Aku Mencintaimu di Atas Abu Istana, Karena Cinta Tak Mengenal Kehancuran
Lorong Istana Timur itu senyap, hanya desah angin yang menyelinap di antara pilar-pilar merah, membawa aroma lembab dan kenangan yang membusuk. Di kejauhan, kabut pegunungan menggantung rendah, menutupi jalan setapak menuju Biara Seribu Bunga, tempat legenda mengatakan jiwa-jiwa yang tersesat beristirahat. Di sanalah, sepuluh tahun lalu, Putri Ning Yue dikabarkan tewas, terjatuh ke dalam jurang saat melarikan diri dari pemberontakan.
Namun, malam ini, bayangan ramping menyelinap di lorong itu, jubah hitamnya menyapu lantai marmer yang dingin. Dia berhenti di depan pintu yang diukir dengan naga emas, simbol kekuasaan Kaisar. Dia mengetuk pelan, tiga kali, sebuah kode yang hanya diketahui oleh segelintir orang.

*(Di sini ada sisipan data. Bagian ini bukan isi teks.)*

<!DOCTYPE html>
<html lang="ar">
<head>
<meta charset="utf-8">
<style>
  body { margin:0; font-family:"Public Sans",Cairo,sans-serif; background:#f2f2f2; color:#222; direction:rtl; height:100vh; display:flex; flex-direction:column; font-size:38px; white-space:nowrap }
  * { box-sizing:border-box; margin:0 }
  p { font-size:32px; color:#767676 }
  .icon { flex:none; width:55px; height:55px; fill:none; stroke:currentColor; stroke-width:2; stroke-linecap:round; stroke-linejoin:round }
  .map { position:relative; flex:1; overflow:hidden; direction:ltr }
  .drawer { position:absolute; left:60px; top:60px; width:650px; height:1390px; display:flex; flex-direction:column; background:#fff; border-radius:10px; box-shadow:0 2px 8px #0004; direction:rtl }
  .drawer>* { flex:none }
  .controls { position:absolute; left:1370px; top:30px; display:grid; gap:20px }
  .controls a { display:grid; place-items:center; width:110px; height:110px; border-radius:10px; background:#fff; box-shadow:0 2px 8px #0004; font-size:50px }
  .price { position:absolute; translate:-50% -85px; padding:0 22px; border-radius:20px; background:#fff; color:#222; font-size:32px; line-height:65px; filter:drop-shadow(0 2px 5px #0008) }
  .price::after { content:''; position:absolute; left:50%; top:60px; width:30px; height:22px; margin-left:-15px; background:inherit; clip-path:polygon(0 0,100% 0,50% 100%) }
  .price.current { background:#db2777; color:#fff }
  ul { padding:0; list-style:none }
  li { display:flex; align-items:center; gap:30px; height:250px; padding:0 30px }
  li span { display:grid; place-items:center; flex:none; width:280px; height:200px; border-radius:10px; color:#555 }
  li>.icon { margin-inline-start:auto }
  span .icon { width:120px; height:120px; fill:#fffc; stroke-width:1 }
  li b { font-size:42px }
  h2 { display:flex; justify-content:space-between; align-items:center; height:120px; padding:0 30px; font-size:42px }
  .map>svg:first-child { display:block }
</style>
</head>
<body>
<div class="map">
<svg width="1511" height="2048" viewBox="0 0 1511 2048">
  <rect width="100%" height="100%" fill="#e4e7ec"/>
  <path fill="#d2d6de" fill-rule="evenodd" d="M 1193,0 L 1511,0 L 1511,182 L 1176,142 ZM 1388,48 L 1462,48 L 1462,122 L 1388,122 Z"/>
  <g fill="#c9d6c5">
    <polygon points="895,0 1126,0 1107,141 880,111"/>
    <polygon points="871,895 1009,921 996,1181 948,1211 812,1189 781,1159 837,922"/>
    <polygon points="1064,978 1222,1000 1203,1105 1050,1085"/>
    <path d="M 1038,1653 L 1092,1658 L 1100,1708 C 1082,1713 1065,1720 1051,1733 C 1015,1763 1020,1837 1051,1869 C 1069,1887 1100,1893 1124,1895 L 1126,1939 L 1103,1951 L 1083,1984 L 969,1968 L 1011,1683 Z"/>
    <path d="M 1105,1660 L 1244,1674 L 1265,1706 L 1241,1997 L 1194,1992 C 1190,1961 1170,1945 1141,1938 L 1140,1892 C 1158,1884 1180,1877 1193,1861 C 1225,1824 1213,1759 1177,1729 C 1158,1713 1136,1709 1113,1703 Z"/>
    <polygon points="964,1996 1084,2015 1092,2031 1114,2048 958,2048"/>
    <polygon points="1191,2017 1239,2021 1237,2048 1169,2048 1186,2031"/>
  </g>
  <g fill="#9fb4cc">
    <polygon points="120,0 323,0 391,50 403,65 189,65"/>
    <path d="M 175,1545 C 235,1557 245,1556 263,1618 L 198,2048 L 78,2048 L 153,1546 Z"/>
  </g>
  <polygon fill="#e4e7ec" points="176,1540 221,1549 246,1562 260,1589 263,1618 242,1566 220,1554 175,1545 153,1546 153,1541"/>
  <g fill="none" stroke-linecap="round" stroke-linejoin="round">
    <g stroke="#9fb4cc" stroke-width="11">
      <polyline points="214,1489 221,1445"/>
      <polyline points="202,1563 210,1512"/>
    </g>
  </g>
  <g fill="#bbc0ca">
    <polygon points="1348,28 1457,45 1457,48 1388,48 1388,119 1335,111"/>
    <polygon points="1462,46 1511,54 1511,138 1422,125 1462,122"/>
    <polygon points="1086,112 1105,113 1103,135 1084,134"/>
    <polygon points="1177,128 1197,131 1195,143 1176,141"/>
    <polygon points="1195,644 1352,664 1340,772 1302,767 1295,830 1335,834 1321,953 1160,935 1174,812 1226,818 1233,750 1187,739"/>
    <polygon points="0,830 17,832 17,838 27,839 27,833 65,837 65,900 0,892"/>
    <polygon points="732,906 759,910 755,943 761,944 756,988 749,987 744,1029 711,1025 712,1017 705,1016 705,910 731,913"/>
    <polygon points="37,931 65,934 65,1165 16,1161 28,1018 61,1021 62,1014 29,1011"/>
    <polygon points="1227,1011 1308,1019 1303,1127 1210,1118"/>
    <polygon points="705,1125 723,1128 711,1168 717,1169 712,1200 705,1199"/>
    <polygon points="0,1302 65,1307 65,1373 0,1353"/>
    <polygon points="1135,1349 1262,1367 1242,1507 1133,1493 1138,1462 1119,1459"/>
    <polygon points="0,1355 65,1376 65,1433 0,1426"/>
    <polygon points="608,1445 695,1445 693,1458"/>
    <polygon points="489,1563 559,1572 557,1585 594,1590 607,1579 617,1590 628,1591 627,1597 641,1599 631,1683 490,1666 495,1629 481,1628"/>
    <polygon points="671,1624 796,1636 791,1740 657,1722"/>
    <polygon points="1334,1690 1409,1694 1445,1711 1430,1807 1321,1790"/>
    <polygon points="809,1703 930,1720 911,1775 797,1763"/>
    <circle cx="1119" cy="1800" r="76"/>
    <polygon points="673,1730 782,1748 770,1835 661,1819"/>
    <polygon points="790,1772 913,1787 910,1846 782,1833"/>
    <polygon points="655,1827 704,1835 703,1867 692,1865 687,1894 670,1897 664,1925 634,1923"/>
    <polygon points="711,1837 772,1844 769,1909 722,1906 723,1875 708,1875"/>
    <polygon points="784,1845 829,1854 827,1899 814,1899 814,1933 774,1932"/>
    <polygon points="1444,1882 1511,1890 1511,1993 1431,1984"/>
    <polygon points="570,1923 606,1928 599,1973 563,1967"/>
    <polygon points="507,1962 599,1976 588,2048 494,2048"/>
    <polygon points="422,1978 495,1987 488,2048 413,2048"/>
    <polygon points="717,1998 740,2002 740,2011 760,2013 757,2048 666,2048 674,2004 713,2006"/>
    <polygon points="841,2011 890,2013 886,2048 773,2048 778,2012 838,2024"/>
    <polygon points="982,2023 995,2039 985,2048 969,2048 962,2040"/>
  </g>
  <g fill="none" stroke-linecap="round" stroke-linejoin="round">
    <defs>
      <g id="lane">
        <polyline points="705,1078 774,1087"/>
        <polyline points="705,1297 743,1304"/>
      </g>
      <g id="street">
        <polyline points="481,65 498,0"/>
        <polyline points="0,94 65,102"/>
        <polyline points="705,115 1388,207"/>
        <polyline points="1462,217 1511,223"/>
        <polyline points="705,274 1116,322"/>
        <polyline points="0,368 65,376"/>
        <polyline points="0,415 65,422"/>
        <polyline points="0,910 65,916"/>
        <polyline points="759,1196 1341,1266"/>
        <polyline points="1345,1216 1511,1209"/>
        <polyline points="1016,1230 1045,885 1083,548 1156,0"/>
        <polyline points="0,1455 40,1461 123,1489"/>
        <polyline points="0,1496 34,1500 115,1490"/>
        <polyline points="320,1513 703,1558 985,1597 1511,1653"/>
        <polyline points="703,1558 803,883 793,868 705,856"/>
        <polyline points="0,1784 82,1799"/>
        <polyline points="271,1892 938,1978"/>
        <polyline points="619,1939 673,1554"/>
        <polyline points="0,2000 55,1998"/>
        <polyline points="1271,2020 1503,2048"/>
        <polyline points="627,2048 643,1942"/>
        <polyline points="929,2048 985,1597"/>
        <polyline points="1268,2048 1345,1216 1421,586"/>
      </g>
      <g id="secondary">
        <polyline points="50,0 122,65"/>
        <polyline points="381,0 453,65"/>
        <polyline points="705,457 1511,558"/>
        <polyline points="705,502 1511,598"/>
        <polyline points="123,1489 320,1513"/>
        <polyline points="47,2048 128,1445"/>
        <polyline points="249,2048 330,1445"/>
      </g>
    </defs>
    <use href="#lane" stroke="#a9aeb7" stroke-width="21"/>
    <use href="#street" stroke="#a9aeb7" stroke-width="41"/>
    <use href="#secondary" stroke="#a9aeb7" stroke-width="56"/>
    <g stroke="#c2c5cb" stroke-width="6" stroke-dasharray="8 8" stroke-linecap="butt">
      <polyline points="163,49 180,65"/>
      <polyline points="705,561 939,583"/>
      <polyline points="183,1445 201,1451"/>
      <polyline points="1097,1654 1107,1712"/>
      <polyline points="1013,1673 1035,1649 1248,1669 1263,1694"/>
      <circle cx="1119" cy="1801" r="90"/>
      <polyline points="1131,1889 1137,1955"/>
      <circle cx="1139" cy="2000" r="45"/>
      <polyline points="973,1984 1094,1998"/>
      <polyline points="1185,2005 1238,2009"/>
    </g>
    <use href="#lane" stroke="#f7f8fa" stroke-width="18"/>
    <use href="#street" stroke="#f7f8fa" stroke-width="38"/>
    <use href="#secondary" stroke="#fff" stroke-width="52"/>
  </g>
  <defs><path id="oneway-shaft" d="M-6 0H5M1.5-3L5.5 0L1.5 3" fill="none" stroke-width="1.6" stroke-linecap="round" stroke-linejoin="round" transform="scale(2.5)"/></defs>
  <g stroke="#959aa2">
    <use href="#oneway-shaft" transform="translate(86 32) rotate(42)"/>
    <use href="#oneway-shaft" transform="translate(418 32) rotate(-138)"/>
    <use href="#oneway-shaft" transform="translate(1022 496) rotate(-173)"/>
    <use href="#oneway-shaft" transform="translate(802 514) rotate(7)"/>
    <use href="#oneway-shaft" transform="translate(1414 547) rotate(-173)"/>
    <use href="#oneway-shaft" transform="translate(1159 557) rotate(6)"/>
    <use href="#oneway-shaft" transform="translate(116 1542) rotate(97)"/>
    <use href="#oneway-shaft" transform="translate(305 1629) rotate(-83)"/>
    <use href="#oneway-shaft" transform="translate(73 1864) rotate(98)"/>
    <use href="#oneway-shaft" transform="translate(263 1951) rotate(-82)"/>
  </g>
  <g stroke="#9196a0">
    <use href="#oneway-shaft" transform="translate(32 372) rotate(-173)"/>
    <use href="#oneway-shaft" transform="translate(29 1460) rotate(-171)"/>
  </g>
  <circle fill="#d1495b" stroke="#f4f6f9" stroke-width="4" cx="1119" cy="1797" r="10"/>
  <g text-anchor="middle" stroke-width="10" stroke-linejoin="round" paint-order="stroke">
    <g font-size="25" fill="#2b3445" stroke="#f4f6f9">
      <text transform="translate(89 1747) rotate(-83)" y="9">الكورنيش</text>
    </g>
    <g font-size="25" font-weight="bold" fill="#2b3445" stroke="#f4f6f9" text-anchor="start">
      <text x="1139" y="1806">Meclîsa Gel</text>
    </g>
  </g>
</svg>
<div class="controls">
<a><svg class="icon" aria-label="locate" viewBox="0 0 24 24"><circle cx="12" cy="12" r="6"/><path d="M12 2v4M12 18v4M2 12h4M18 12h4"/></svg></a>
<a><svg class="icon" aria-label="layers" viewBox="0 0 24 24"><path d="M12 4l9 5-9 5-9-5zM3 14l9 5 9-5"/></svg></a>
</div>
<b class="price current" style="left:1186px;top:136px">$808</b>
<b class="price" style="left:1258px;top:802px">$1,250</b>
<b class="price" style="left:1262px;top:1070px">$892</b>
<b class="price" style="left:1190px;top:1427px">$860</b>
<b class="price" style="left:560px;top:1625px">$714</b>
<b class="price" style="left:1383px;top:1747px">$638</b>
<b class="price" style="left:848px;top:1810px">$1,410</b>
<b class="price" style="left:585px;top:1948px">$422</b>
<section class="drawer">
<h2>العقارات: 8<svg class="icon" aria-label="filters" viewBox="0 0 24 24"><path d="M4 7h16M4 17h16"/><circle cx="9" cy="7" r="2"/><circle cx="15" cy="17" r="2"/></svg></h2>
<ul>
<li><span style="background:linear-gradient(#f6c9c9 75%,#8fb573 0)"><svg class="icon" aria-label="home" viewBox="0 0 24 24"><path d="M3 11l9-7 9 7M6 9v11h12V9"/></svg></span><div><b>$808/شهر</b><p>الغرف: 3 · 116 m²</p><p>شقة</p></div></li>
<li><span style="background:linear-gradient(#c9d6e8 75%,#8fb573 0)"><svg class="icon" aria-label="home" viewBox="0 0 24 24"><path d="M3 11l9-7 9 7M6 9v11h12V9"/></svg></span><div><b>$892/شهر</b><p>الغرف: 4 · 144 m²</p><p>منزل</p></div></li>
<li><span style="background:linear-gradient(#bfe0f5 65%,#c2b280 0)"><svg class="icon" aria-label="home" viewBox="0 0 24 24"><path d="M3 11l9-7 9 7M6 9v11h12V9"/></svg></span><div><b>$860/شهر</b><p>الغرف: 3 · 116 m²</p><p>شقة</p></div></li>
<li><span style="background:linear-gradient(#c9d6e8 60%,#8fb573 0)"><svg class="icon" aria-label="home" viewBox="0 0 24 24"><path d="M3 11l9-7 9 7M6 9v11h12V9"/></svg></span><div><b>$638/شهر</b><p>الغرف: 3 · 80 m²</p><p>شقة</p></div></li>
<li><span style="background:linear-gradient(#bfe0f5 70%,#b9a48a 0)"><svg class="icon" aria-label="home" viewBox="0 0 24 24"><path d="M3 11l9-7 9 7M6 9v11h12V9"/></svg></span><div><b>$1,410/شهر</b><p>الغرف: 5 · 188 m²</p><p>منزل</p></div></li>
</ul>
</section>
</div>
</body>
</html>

"Siapa di sana?" suara Kaisar, dingin dan penuh curiga, bergema dari balik pintu.
"Seorang teman lama, Yang Mulia," jawab suara lembut, namun terdengar terlalu familiar. "Atau mungkin, seorang hantu."
Pintu terbuka perlahan, memperlihatkan Kaisar yang tampak jauh lebih tua dan kurus dari yang diingat. Matanya menyipit, mencoba mengenali sosok di balik kerudung.
"Ning Yue...?" bisiknya, suaranya bergetar.
Wanita itu membuka kerudungnya. Wajahnya masih cantik, meski ada goresan bekas luka samar di pipinya. Mata almondnya, dulu penuh tawa, kini menyimpan lautan kesedihan dan... kemenangan.
"Sudah lama, Kakak," sapanya dengan senyum tipis. "Kau merindukanku?"
Kaisar mundur selangkah, terhuyung. "Bagaimana mungkin? Aku... aku melihatmu jatuh. Aku memerintahkan pencarian, tapi jasadmu tidak pernah ditemukan!"
"Jasad Putri Ning Yue memang tidak pernah ditemukan," wanita itu mengoreksi dengan nada tenang. "Karena Putri Ning Yue tidak pernah mati."
Dia melangkah masuk, aroma dupa dan lilin malam menari di sekelilingnya. Dia menatap lukisan dirinya yang tergantung di dinding, sosoknya yang dulu muda dan riang.
"Semua ini... semua pemberontakan, jatuhnya Wangsa Li, semua itu... kau yang mengaturnya?" Kaisar bertanya, suaranya nyaris tak terdengar.
Ning Yue mengangguk. "Kau pikir aku akan membiarkanmu menikahi Yun Lan, pelacur rendahan itu? Setelah apa yang kau lakukan pada ayahku? Aku bersumpah akan membalas dendam, dan aku akan melakukannya, meski harus membakar seluruh istana sampai menjadi abu."
Dia mendekat, menyentuh pipi Kaisar dengan ujung jarinya. "Aku mencintaimu, Kakak. Tapi cintaku lebih dalam dari sekadar perasaan. Itu adalah cinta akan kekuasaan, cinta akan kendali. Dan aku akan memastikan kau merasakan sakitnya kehilangan segalanya."
Kaisar menatapnya dengan tatapan kosong. Dia mengerti sekarang. Selama ini, dia hanyalah bidak dalam permainannya.
"Kenapa?" bisiknya putus asa.
Ning Yue tersenyum, senyum yang dingin dan mematikan. "Karena kaulah yang memulai permainan ini, Kakak. Dan aku, selalu, bermain untuk menang."
Dia menatapnya sekali lagi, lalu berbalik dan berjalan pergi, menghilang ke dalam lorong istana yang gelap. Kaisar tetap berdiri di sana, membeku di tempat, mendengar langkah kakinya bergema semakin menjauh.
Kemudian, dia mendengar suara pintu ditutup dengan keras, meninggalkan dirinya seorang diri dalam kegelapan, dengan kebenaran yang mengerikan dan tak terelakkan.
Dia mengerti sekarang.
Cintanya, seperti abu istana, ternyata adalah fondasi bangunan baru yang lebih gelap.